So I came in on Woodstock with this black drummer playing, and the south is hot and humid. You relax into the beat, you just let your body kind of drop into the beat, whereas white people are taught to count, one-two-three-four, in their thinking. So I came in and I looked at Woodstock, and they were way ahead of the drummer. It looked white.

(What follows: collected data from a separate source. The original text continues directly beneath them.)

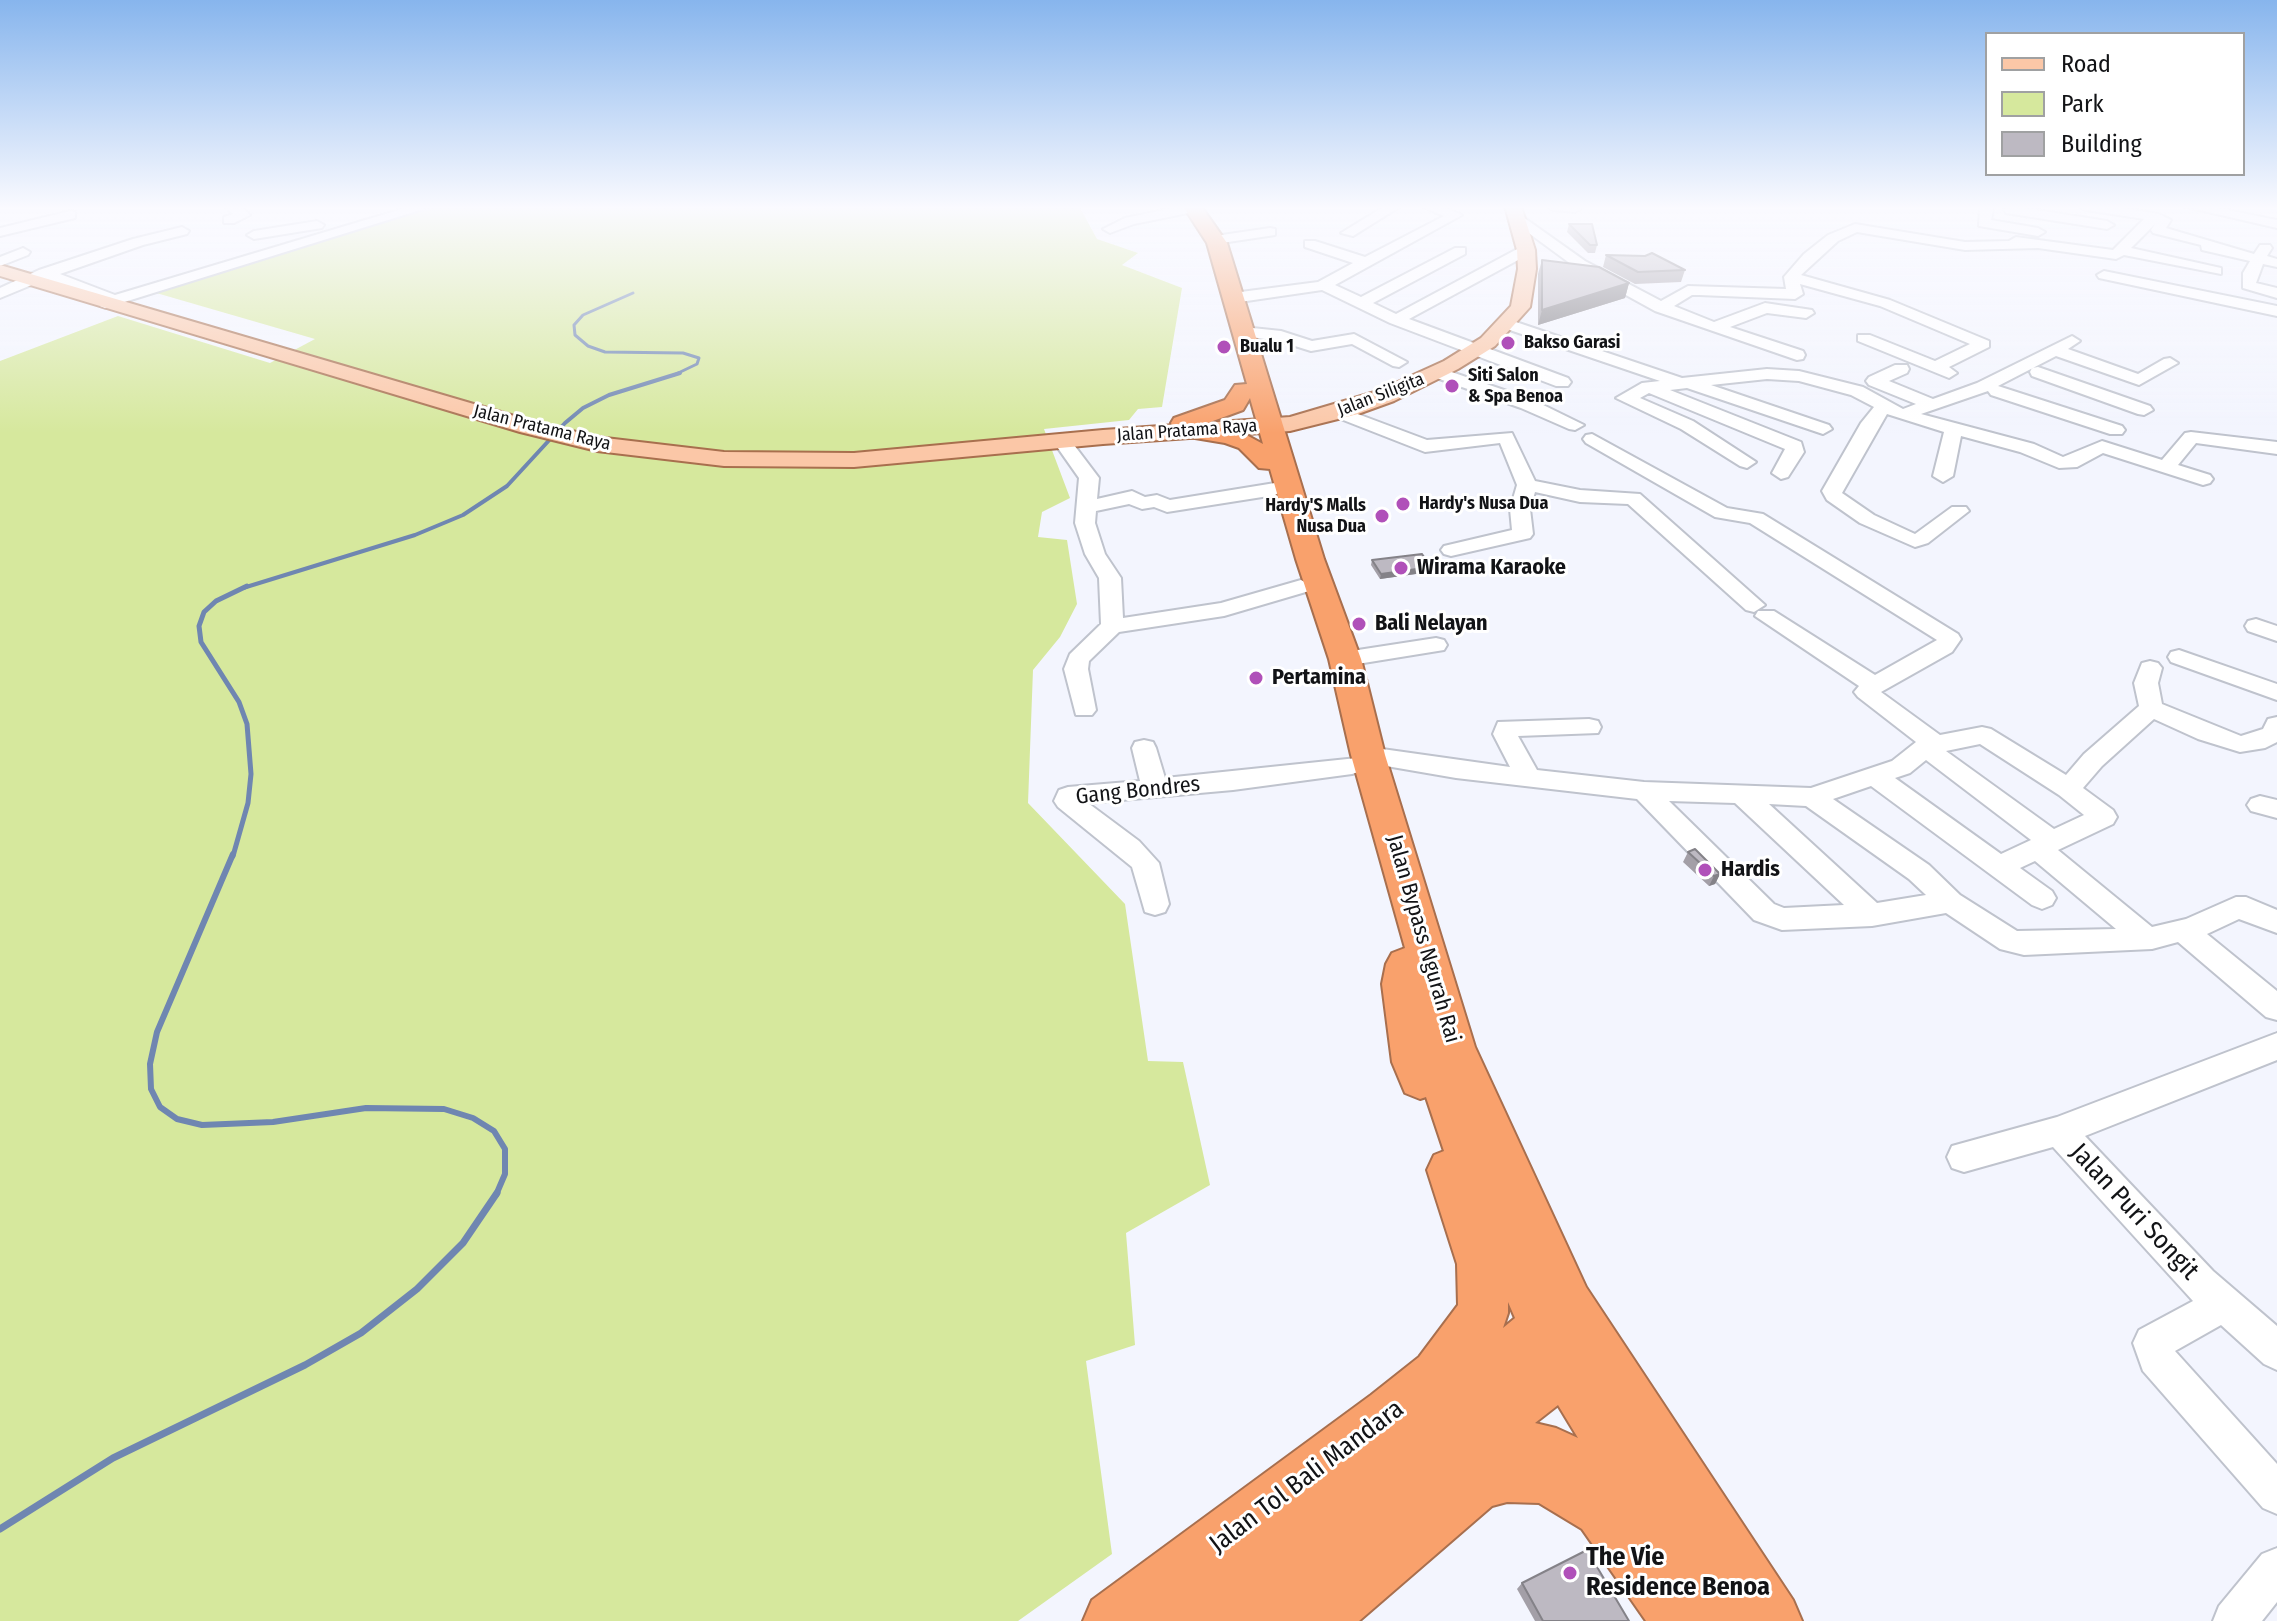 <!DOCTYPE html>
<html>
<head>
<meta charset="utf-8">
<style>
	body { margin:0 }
	#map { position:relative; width:2277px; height:1621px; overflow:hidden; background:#f3f5fe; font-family:"Fira Sans Condensed",sans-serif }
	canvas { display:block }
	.legend { position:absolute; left:1985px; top:32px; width:260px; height:144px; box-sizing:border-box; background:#fff; border:2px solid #a0a1a2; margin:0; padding:10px 14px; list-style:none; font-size:24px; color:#121316 }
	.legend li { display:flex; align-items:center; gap:16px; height:40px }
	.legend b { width:40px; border:2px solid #a0a1a2 }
</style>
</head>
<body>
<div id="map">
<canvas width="2277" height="1621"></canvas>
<ul class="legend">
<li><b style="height:10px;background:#fbc7a7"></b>Road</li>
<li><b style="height:22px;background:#d6e89d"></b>Park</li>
<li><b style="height:22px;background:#bdb9c2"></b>Building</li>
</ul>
</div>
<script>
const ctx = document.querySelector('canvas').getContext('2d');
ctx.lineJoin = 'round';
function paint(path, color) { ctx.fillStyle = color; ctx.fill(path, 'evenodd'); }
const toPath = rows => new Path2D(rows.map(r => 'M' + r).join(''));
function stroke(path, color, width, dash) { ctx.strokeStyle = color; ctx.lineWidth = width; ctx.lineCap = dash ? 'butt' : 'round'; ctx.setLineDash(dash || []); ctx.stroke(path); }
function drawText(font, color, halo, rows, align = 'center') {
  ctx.font = font + ' "Fira Sans Condensed",sans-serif'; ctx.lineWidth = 6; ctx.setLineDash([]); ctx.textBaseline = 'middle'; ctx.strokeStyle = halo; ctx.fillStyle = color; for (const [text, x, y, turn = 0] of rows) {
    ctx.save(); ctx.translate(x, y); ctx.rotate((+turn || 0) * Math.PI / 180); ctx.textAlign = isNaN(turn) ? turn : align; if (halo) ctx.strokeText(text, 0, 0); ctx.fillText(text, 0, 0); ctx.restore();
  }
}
paint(toPath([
	[433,206,1079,206,1097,239,1138,253,1122,265,1182,288,1162,407,1138,409,1129,420,1044,429,1070,498,1042,512,1038,537,1067,540,1077,604,1060,637,1033,670,1028,803,1125,904,1148,1061,1183,1062,1210,1185,1126,1233,1135,1345,1086,1361,1112,1554,1018,1621,0,1621,0,361,118,316,270,363,315,339,146,290]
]), '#d6e89d');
stroke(toPath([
	[633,293,583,315,574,325,575,335,588,346,605,352,683,353,699,358,697,364,674,375]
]), '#6f86b1', 3);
stroke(toPath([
	[243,588,415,535,463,515,507,486,565,423,583,408,609,395,680,373]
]), '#6f86b1', 4);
stroke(toPath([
	[233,856,248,803,251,774,247,724,239,702,201,642,199,626,204,612,216,601,247,586]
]), '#6f86b1', 5);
stroke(toPath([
	[233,854,157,1032,150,1064,151,1089,160,1107,177,1119,202,1125,273,1122,366,1108,444,1109,473,1118,494,1131,505,1149,505,1174,496,1195]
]), '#6f86b1', 6);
stroke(toPath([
	[0,1529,113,1458,305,1365,361,1333,417,1289,463,1243,497,1193]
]), '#6f86b1', 7);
const minor = toPath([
	[225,206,240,206,250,215,234,223,224,223,224,217,233,214,225,206],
	[412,206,433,206,105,308,100,306,100,300,46,279,0,298,0,288,39,270,133,239,182,227,189,231,187,234,143,245,60,274,115,295,412,206],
	[1183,206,1190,210,1188,213,1134,224,1110,233,1103,229,1125,218,1183,206],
	[1385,206,1401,206,1353,236,1341,233,1385,206],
	[1421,206,1441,206,1462,215,1335,285,1361,297,1455,248,1465,248,1465,254,1373,303,1396,314,1521,247,1531,247,1531,253,1409,319,1568,378,1571,382,1568,386,1556,386,1390,323,1322,290,1233,303,1225,298,1233,293,1318,282,1353,263,1305,247,1305,241,1315,241,1365,257,1444,216,1421,206],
	[1547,206,1580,206,1582,208,1575,212,1554,210,1547,206],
	[1980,206,1994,206,1991,220,2038,228,2045,232,2038,236,1979,226,1980,206],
	[2011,206,2107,221,2114,225,2107,229,2006,213,2004,210,2011,206],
	[2079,206,2110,206,2159,214,2171,220,2166,228,2254,254,2260,245,2270,245,2272,248,2267,256,2277,259,2277,267,2263,264,2256,283,2277,288,2277,298,2243,288,2243,273,2250,261,2202,250,2201,245,2153,233,2151,230,2155,224,2131,248,2221,268,2221,274,2124,255,2116,259,2038,248,1965,250,1857,232,1838,241,1801,275,1890,300,1989,341,1989,347,1949,367,1957,373,1949,378,1858,341,1858,335,1870,335,1935,361,1970,344,1880,306,1800,284,1803,294,1795,299,1699,295,1692,295,1674,306,1714,322,1765,303,1812,310,1814,313,1806,318,1767,313,1730,327,1803,351,1805,355,1803,359,1797,360,1655,311,1575,267,1511,220,1523,217,1585,261,1661,301,1688,286,1786,289,1784,277,1804,254,1828,235,1855,224,1965,242,2009,241,2016,237,2113,250,2144,219,2086,210,2079,206],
	[2182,206,2208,206,2277,220,2277,228,2182,206],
	[70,211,75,212,75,218,0,236,0,228,70,211],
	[317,221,324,225,322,228,254,239,247,235,254,231,317,221],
	[1270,228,1275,229,1275,235,1215,244,1208,240,1215,236,1270,228],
	[23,248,30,252,28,255,0,266,0,257,23,248],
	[2104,271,2277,306,2277,316,2099,278,2097,275,2104,271],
	[1507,319,1682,378,1767,369,1799,371,1863,387,1903,409,1916,404,1869,385,1866,381,1869,377,1895,365,1907,365,1909,369,1907,373,1889,381,1933,399,1977,383,2072,336,2080,341,2068,349,2138,374,2164,359,2170,358,2178,363,2139,385,2056,356,1998,386,2122,426,2125,430,2122,434,2110,434,1991,395,1988,391,1921,414,2034,444,2063,457,2102,441,2162,460,2185,433,2191,432,2277,442,2277,454,2196,443,2178,465,2210,475,2213,479,2210,483,2203,485,2103,453,2077,467,2059,468,2020,452,1961,436,1953,476,1943,482,1933,476,1944,432,1887,414,1842,493,1874,515,1915,534,1952,507,1966,507,1969,511,1928,543,1915,547,1860,523,1827,500,1822,491,1861,423,1874,407,1851,395,1799,381,1767,379,1711,385,1829,425,1832,429,1823,434,1687,388,1670,390,1801,442,1804,452,1788,477,1781,479,1772,473,1785,449,1649,393,1640,398,1693,421,1756,462,1747,468,1740,466,1681,429,1616,398,1642,383,1660,381,1501,327,1499,324,1507,319],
	[1243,327,1281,331,1312,341,1354,334,1407,362,1399,367,1393,366,1352,344,1311,351,1279,341,1237,335,1237,329,1243,327],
	[1437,367,1533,400,1584,425,1575,430,1569,429,1521,408,1431,376,1429,372,1431,368,1437,367],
	[2038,367,2150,406,2153,410,2144,415,2138,414,2032,376,2030,372,2032,368,2038,367],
	[1339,407,1427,440,1512,433,1535,481,1580,490,1640,494,1765,605,1754,612,1746,610,1628,504,1580,502,1535,492,1530,509,1533,534,1530,538,1451,556,1444,554,1441,550,1444,546,1512,530,1510,509,1517,485,1500,443,1425,452,1333,416,1330,412,1333,408,1339,407],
	[1592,434,1727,508,1763,514,1958,634,1961,639,1952,652,1881,692,1940,735,1982,727,1991,729,2066,775,2084,754,2139,706,2134,683,2142,663,2150,661,2158,663,2162,668,2158,683,2162,704,2241,736,2263,729,2268,719,2277,717,2277,742,2265,748,2240,752,2198,739,2154,719,2102,766,2083,788,2113,810,2117,817,2113,824,2058,850,2152,927,2186,919,2236,897,2246,897,2277,910,2277,933,2239,919,2207,934,2277,991,2277,1020,2266,1017,2178,942,2152,949,2024,955,2000,949,1946,913,1872,926,1782,930,1754,920,1637,799,1456,778,1363,762,1365,765,1361,771,1352,774,1233,790,1088,803,1139,841,1159,863,1169,904,1165,912,1155,915,1145,912,1132,867,1058,807,1054,801,1059,790,1068,787,1140,781,1132,748,1135,742,1144,740,1153,742,1156,748,1165,778,1357,758,1359,749,1368,747,1510,767,1493,734,1498,722,1589,719,1598,721,1601,727,1598,733,1518,736,1537,770,1644,782,1811,788,1892,761,1916,742,1858,697,1854,692,1859,686,1755,616,1758,611,1774,611,1875,675,1937,640,1750,523,1715,517,1586,443,1583,439,1586,435,1592,434],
	[1980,744,2059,795,2084,815,2054,829,1946,751,1980,744],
	[1926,760,2031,840,2001,854,1895,778,1910,773,1926,760],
	[1871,786,2032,905,2042,909,2052,905,2056,898,2052,891,2020,868,2035,861,2116,929,2017,931,1960,895,1929,865,1833,799,1871,786],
	[1669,801,1735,803,1844,905,1784,908,1774,904,1669,801],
	[1769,804,1806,806,1909,879,1926,895,1877,903,1769,804],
	[1062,436,1068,437,1099,478,1097,499,1132,491,1145,497,1157,495,1170,500,1275,483,1285,489,1275,495,1167,512,1154,507,1142,509,1129,504,1096,511,1095,523,1105,554,1121,578,1123,618,1221,603,1301,580,1312,586,1309,591,1224,616,1119,632,1089,661,1088,669,1096,710,1092,715,1076,715,1064,669,1070,654,1101,624,1099,578,1085,554,1075,523,1079,478,1053,441,1062,436],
	[2256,619,2277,626,2277,641,2248,631,2245,626,2248,621,2256,619],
	[1436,638,1444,640,1447,645,1444,650,1345,666,1337,664,1334,659,1337,654,1345,652,1436,638],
	[2179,650,2277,684,2277,700,2171,662,2168,657,2171,652,2179,650],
	[2260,796,2277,800,2277,818,2251,811,2247,805,2251,799,2260,796],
	[2277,1033,2277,1060,2085,1136,2213,1271,2277,1326,2277,1370,2264,1364,2221,1325,2175,1351,2277,1464,2277,1514,2263,1508,2143,1371,2133,1343,2139,1330,2193,1301,2053,1147,1964,1172,1952,1168,1947,1157,1952,1146,2057,1117,2277,1033],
	[2277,1548,2277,1602,2262,1621,2213,1621,2219,1606,2262,1554,2277,1548]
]);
const major = toPath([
	[1505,206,1521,206,1535,250,1536,269,1530,307,1495,346,1458,369,1394,401,1358,414,1290,431,1103,444,854,467,724,466,597,451,520,432,0,276,0,265,535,422,597,437,724,452,854,453,1103,430,1290,417,1378,391,1444,361,1481,338,1511,306,1518,269,1517,250,1505,206]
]);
const highway = toPath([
	[1183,206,1201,206,1227,243,1324,559,1361,659,1385,755,1475,1047,1586,1287,1793,1600,1802,1621,1646,1621,1582,1529,1539,1503,1507,1502,1492,1506,1359,1621,1083,1621,1092,1600,1371,1395,1419,1357,1458,1305,1457,1264,1427,1170,1434,1155,1444,1151,1426,1097,1420,1099,1405,1093,1392,1062,1382,984,1386,964,1392,953,1405,948,1351,755,1329,659,1296,559,1270,469,1259,468,1239,448,1225,443,1177,435,1171,423,1174,418,1225,400,1235,385,1247,384,1207,243,1183,206],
	[1250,398,1263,444,1239,431,1202,425,1243,410,1250,398],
	[1508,1302,1515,1318,1503,1328,1508,1313,1508,1302],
	[1558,1405,1578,1438,1556,1428,1535,1423,1558,1405]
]);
stroke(minor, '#bfc3cd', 4);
stroke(major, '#a86f4e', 4);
stroke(highway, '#a86f4e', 4);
paint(minor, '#fff');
paint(major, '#fbc7a7');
paint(highway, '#f9a16c');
paint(toPath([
	[1569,224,1597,245,1595,253,1588,253,1567,232],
	[1606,255,1685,270,1681,282,1635,284,1603,267],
	[1542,260,1629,283,1625,298,1538,325,1538,274],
	[1372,560,1431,567,1430,572,1380,579,1371,565],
	[1688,852,1720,874,1715,884,1709,886,1683,862],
	[1522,1583,1629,1621,1535,1621,1517,1589]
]), '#a39fa7');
paint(toPath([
	[1629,283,1625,298,1538,325,1542,310],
	[1431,567,1430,572,1380,579,1381,574],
	[1720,874,1715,884,1709,886,1714,876]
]), '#848288');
const building = toPath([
	[1569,224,1592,224,1597,245,1590,245,1569,224],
	[1652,253,1685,270,1638,272,1606,255,1645,256,1652,253],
	[1542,260,1599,267,1629,283,1542,310,1542,260],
	[1422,554,1431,567,1381,574,1372,560,1422,554],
	[1695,849,1720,874,1714,876,1688,852,1695,849],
	[1587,1550,1629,1621,1543,1621,1522,1583,1587,1550]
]);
paint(building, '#bdb9c2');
stroke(building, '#848288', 2);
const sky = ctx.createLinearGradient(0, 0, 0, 433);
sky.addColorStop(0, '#87b5ed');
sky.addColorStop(0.48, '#fafaff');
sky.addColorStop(1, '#fafaff00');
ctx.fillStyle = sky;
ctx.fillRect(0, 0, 2277, 433);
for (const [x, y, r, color] of [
	[1508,343,8,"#b050b9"],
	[1224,347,8,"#b050b9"],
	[1452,386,8,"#b050b9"],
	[1403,504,8,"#b050b9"],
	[1382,516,8,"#b050b9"],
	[1401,568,8,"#b050b9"],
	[1359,624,8,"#b050b9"],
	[1256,678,8,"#b050b9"],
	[1705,870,8,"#b050b9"],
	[1570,1573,8,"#b050b9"]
]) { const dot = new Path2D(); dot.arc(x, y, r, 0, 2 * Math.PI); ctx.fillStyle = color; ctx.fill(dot); stroke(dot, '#fff', 3); }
drawText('bold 18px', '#121316', '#fff', [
	["Bakso Garasi",1524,343],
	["Bualu 1",1240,347],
	["Siti Salon",1468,376],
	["& Spa Benoa",1468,397],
	["Hardy's Nusa Dua",1419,504],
	["Hardy'S Malls",1366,506,"right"],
	["Nusa Dua",1366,527,"right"]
], 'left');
drawText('18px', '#121316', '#fff', [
	["Jalan Siligita",1381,395,-21],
	["Jalan Pratama Raya",542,428,14],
	["Jalan Pratama Raya",1187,431,-4]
]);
drawText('bold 22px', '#121316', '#fff', [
	["Wirama Karaoke",1417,568],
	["Bali Nelayan",1375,624],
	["Pertamina",1272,678],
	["Hardis",1721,870]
], 'left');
drawText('22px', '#121316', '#fff', [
	["Gang Bondres",1138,791,-6],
	["Jalan Bypass Ngurah Rai",1423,939,74]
]);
drawText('26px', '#121316', '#fff', [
	["Jalan Puri Songit",2134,1212,47],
	["Jalan Tol Bali Mandara",1307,1477,-37]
]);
drawText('bold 26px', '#121316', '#fff', [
	["The Vie",1586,1558],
	["Residence Benoa",1586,1588]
], 'left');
</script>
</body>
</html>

In fact, it was a lot of orientals [laughs], and great dancers. I said 'Swing your hips wider.' So on Woodstock, the hips swing in a very exaggerated way, which is good, because we're depicting the Summer of Love and that emancipated sensuality. But just that one little thing, by swinging their hips wider to each side they lock up better to a black drummer.

There's a few little things like that in pop music, that come down to feel. You can't count feel, it's a nuance on time, you know what I mean?

Grand-Maitre: Exactly.

Sun: What's the name of the drummer?

Mitchell: Brian Blade.

Sun: He's an L.A. session guy?

Mitchell: Oh no no no. He's legendary jazzer. I think he's living in Germany. He came to me....he grew up on all things jazz and my music. He came to play with me. He dots my i's and crosses my t's. He watches my shoulders, so he knows where I'm going to go next. I play guitar like a jazzer, I don't play the same way twice. That's the way he knows where I'm going to go, and he's always there with me, like a twin. He's another extraordinary collaborator.

Sun: Why did you choose the songs you did? I would guess the songs changed from Dancing Joni to this.

Mitchell: They changed three times, because it started off [as part of] a three artist ballet, a 20 minute ballet. It was Schubert, Tchaikovsky and me. They dumped Schubert, because they got an invitation to make it into a TV show. Now we had to make it into a 50 minute ballet. Then because it was a success, we needed to make it into a full evening, 113 minutes.

It went from 20 minutes to 50 minutes fairly quickly. I chose songs thematically, then I played around with them chronologically, even though they're not the literal scenes of a play, so that emotionally they would take you from the general emotion of this song to this song.

And we took it out real rowdy and light. So it had a happy ending, so to speak, even though it's not a happy song [Big Yellow Taxi].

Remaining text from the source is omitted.